I don’t wanna pray to my maker

I just wanna live feelin’ free

Not just who I am, but the pink and darling land

And that fiery, wild sky over me

Help me through the sun

Hey, I’m looking everywhere

See I’m looking to become not the pray-er but the prayer.

The video for the lead single, “Man on Fire,” visually sticks to the communal feel. With the lyrics, “Only one desire that’s left in me / I want the whole damn world to come and dance with me,” we could have easily seen Alexander Ebert and Jade Castrinos walking through a town, convincing people to dance. Instead, the band has put out a Wes Anderson-inspired collage of dancers and cheerleaders—even the New York City ballet—moving their “dancing feet” across the screen. Proud mothers and coaches look on, but not one member of the band appears.
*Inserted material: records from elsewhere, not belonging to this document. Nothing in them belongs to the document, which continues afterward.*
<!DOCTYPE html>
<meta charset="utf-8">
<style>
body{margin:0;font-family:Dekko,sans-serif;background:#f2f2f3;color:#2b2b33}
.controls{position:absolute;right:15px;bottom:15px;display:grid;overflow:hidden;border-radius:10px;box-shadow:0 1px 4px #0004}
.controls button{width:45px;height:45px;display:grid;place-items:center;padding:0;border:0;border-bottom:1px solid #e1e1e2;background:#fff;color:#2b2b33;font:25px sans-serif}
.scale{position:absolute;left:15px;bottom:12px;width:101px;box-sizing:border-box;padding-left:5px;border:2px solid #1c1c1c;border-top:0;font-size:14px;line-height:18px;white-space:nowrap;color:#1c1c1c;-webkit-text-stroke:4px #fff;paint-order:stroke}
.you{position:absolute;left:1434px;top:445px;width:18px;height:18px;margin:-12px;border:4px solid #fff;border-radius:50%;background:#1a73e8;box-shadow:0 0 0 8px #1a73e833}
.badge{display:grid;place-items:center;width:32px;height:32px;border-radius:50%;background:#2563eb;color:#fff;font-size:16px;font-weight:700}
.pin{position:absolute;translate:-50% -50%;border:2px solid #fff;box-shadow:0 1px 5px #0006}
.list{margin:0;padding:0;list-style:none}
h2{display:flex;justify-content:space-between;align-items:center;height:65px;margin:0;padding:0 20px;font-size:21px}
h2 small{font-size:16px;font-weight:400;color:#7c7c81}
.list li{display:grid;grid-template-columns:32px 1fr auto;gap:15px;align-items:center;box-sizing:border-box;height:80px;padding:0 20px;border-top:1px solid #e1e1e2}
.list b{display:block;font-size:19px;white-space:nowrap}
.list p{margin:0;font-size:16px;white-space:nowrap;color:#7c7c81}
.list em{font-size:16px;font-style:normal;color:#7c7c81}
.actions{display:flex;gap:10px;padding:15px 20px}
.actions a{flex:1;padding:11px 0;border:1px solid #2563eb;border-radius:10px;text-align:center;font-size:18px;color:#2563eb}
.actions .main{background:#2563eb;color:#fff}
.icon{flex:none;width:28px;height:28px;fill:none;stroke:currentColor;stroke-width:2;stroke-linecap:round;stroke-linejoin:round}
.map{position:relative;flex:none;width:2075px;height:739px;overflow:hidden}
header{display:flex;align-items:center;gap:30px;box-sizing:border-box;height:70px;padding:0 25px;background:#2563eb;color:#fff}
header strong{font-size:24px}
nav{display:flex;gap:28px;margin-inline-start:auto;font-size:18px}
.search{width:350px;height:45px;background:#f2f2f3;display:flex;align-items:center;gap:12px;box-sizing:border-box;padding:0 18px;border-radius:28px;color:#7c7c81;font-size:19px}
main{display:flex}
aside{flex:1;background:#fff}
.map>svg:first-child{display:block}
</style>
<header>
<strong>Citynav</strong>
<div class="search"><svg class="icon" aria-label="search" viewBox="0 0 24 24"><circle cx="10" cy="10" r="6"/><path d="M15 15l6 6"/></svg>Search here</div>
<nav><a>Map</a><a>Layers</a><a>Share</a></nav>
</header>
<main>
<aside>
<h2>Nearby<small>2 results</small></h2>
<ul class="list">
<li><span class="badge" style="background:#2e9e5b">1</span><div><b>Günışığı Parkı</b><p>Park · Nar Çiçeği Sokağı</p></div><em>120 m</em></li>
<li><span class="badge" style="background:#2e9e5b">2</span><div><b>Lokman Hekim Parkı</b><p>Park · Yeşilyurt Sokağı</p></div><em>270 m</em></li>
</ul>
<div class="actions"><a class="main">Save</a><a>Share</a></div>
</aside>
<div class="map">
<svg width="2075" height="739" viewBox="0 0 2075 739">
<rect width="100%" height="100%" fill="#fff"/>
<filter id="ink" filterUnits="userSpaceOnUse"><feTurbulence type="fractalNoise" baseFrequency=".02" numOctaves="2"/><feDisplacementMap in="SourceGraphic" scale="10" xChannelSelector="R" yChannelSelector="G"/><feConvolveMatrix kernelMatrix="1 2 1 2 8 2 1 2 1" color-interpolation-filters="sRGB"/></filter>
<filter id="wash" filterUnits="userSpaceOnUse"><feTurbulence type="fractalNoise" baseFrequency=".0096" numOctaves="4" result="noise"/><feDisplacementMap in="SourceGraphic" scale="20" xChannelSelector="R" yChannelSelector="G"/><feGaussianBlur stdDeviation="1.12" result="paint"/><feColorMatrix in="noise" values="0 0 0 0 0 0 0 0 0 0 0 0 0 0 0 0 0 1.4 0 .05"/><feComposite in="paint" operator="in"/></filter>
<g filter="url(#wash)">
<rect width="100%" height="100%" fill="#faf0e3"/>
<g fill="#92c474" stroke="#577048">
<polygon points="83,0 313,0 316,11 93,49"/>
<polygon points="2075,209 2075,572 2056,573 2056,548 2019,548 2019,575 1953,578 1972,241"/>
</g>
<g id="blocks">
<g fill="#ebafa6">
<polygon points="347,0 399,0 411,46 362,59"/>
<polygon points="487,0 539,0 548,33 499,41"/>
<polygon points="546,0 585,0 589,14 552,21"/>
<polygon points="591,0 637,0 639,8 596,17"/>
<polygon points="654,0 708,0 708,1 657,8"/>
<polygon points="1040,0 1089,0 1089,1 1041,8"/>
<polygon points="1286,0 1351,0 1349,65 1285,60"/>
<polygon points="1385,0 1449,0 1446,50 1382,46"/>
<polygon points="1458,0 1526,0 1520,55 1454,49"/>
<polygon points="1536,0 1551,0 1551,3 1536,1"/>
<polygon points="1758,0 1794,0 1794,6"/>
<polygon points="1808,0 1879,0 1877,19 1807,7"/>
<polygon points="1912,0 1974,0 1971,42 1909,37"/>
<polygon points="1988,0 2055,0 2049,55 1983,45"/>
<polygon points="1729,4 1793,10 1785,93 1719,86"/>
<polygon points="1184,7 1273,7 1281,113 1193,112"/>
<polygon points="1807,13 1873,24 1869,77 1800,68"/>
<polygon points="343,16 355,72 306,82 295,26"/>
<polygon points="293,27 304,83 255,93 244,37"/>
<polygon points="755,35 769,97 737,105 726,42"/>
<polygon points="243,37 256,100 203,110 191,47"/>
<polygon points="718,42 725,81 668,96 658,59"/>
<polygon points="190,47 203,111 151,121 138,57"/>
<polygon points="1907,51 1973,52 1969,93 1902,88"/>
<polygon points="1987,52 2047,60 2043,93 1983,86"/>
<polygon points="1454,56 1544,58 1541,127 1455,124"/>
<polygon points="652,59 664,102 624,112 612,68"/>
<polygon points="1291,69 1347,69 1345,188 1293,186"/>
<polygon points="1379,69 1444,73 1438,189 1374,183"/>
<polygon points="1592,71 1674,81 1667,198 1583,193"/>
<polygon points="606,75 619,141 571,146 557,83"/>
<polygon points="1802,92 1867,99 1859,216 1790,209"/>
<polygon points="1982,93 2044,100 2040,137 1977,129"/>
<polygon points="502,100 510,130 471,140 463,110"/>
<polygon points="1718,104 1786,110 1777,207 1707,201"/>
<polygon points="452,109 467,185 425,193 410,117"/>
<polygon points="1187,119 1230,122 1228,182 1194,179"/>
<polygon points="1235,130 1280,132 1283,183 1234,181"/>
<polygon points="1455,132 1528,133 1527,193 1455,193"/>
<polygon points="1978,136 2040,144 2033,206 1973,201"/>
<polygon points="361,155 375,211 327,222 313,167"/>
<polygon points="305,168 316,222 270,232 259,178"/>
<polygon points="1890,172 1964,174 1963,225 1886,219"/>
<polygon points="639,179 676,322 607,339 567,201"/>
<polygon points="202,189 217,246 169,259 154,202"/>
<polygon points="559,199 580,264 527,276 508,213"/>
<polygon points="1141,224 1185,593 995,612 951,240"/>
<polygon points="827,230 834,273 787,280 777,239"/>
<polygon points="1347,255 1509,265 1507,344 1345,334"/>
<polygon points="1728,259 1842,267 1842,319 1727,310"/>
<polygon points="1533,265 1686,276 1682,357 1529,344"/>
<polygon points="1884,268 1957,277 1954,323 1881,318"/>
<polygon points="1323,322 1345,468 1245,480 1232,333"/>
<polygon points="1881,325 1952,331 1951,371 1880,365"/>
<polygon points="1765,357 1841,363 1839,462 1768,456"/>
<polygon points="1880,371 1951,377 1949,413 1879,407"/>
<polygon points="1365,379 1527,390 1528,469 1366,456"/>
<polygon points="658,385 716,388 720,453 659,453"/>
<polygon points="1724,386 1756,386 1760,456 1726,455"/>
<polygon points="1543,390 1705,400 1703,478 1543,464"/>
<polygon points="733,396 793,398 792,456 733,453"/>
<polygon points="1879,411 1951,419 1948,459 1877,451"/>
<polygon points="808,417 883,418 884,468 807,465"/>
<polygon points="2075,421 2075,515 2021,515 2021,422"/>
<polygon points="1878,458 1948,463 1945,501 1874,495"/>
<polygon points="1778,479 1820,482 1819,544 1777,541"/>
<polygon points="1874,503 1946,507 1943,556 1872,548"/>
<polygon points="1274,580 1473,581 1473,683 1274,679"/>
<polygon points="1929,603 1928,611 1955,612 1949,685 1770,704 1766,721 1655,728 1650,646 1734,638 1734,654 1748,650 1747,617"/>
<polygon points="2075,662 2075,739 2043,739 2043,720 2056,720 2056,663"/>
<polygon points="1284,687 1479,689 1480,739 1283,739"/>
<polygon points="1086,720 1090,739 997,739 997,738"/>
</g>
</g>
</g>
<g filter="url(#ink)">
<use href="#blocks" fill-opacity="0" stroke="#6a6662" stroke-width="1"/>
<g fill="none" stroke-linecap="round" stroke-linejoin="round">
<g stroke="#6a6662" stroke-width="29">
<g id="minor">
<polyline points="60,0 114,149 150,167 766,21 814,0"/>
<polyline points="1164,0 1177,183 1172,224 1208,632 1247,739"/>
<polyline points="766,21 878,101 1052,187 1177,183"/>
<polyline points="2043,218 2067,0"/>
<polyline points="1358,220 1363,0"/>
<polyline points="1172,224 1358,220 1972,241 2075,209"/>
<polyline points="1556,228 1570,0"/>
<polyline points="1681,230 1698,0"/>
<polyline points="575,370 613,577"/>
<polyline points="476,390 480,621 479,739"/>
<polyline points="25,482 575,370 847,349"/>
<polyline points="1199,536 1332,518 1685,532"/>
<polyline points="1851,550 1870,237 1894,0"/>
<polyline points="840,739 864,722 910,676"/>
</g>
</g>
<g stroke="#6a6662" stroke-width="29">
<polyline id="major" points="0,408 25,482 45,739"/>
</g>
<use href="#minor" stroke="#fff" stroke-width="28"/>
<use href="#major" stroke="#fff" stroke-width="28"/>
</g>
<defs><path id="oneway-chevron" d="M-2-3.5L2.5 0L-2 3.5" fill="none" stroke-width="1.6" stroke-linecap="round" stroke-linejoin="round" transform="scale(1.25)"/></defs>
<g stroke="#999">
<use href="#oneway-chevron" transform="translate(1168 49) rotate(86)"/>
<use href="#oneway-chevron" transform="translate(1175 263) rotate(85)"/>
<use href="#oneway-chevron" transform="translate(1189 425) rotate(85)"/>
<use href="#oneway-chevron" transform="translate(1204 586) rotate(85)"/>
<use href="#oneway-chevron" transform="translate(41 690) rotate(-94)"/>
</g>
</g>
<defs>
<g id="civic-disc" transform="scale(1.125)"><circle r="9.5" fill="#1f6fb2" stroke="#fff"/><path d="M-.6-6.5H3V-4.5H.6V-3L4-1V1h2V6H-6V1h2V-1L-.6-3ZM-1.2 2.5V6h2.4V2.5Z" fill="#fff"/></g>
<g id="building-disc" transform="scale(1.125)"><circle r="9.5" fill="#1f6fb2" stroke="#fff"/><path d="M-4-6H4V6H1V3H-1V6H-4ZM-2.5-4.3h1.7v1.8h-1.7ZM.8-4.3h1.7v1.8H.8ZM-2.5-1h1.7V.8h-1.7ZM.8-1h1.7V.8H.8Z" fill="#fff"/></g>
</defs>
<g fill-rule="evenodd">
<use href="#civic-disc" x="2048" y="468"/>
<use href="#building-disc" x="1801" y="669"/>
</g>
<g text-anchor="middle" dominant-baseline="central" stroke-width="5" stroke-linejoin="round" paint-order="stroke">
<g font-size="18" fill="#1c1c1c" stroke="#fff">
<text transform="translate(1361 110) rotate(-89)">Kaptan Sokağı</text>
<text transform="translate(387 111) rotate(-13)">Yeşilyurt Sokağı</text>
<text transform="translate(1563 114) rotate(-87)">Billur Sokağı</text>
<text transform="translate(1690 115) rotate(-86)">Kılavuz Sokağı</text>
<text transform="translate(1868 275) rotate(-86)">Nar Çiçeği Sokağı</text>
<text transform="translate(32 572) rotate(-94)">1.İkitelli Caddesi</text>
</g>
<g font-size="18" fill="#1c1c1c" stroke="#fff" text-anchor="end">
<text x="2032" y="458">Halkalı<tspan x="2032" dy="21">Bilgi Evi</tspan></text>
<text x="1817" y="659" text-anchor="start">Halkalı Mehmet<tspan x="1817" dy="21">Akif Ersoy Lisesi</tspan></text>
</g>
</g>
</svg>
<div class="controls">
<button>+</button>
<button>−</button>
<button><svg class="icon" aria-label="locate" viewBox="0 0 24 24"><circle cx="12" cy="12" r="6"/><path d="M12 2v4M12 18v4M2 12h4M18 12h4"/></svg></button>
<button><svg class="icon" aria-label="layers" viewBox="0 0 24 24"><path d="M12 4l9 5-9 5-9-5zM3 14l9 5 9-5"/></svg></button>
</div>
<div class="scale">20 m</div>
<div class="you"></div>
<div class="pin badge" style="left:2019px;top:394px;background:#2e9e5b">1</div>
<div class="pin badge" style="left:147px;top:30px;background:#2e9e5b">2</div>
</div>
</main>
In short, Here is an album your whole family can dance to and enjoy. While Ebert is careful to stay away from any explicit mentions of Christianity in his lyrics, the central message is about love and about living in the “here” and now, something that speaks to Christians and spiritual seekers alike. After years of rising singer-songwriters and “coffeehouse rock,” Edward Sharpe and the Magnetic Zeroes is inspiring, the kind of band music-lovers are hungry for. Here invokes a wide range of genres, from ’60s rock to folk, from reggae to gospel, in an effort to prove that music is an expression by and for a community, a universal language that brings people together. In that sense, the whole album (despite lyrics that insist otherwise) is a prayer that appeals to the purest parts of us.